Group of people from Cordillera Peoples Alliance holding a large protesting sign. (Photo: Cordillera Peoples Alliance)

Philippine environmental rights defenders under threat

IUCN NL is concerned about the intimidation and threats at the address of several staff members of the Cordillera Peoples Alliance (CPA) in the Philippines. Not only staff members have been targeted, but also their families, including children. The Cordillera Peoples Alliance has been a partner of IUCN NL in protecting nature and human rights in the mountainous Cordillera region since 2007, focusing on advancing indigenous people’s rights and self-determination.

Over the past few weeks the leadership of the Cordillera Peoples Alliance (CPA) has received threats and smear campaigns on social media about their alleged ties to terrorist groups. IUCN NL highly condemns these allegations that are meant to tarnish the reputation of the individuals and the organisation.

‘CPA has a long track record in promoting environmental and human rights, standing up for the defence of indigenous people’s ancestral domains,’ says Antoinette Sprenger, Senior Expert Environmental Justice at IUCN NL. Several of its members have received international recognition for their work in environmental and human rights defence.

Increasing violence

‘We see an increase in harassments of activist leaders in the Philippines,’ Sprenger says. ‘And it is not just threats.’ According to Global Witness, in 2018, the Philippines was the deadliest country in the world for people defending their land and environment.

Last year, CPA member Brandon Lee was shot in front of his house, after picking up his daughter from school. Lee is committed to conducting education and information dissemination on pressing peoples’ and environmental issues in the Philippines, including large dam projects, effects of climate change and human rights violations. ‘His shooting followed only a year after a lethal shooting of another staff member, Ricardo Mayumi,’ Sprenger says. ‘We fear for the lives of our partners.

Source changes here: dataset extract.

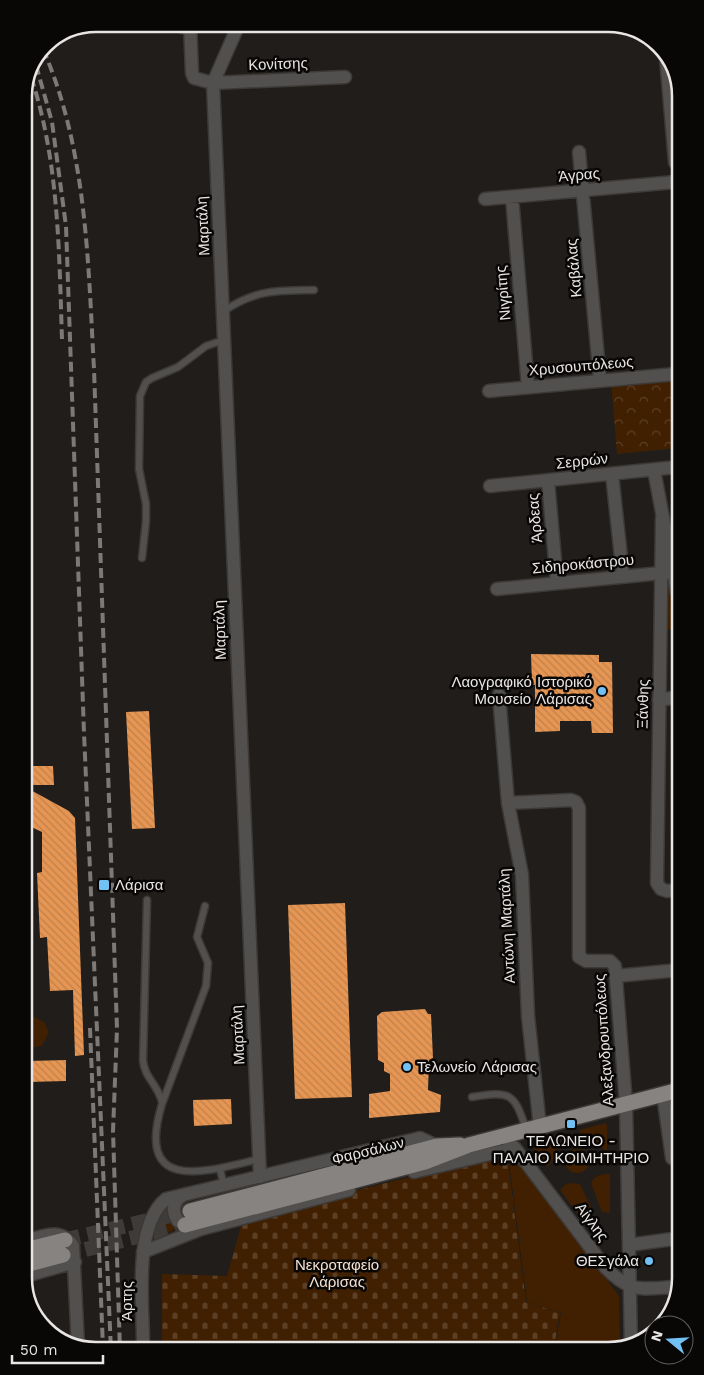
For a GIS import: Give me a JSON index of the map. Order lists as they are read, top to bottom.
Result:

The red-tagging of environmental and human rights defenders and violence against them has to stop.’

Alarming trend

Also in September 2019, we called for solidarity with environmental defenders in the Phillipines. ‘We see an alarming trend of shrinking civic space,’ Sprenger says. ‘The voices of vulnerable groups are being silenced and overruled.’

This alarming trend is also stressed by Global Witness, who sounded the alarm about the criminalization of environmental defenders and their communities in their latest annual report on the killings of land and environmental defenders. The report shows that governments and companies are abusing laws and policies to silence environmental defenders who threaten their power and interests.

No let-up amid COVID-19 lockdown

The wave of human rights violations directed at Filipino land and environment defenders continues even amid the COVID-19 pandemic. The Kalikasan People’s Network for the Environment, also a long-standing partner of IUCN NL, calls for urgent action regarding the ongoing human rights violations targeting environmental defenders in the Philippines amid the global pandemic.

Accountability

CPA started a petition to hold those responsible for the intimidations and threats to against the CPA, its leaders and their families, accountable and to have them prosecuted without impunity.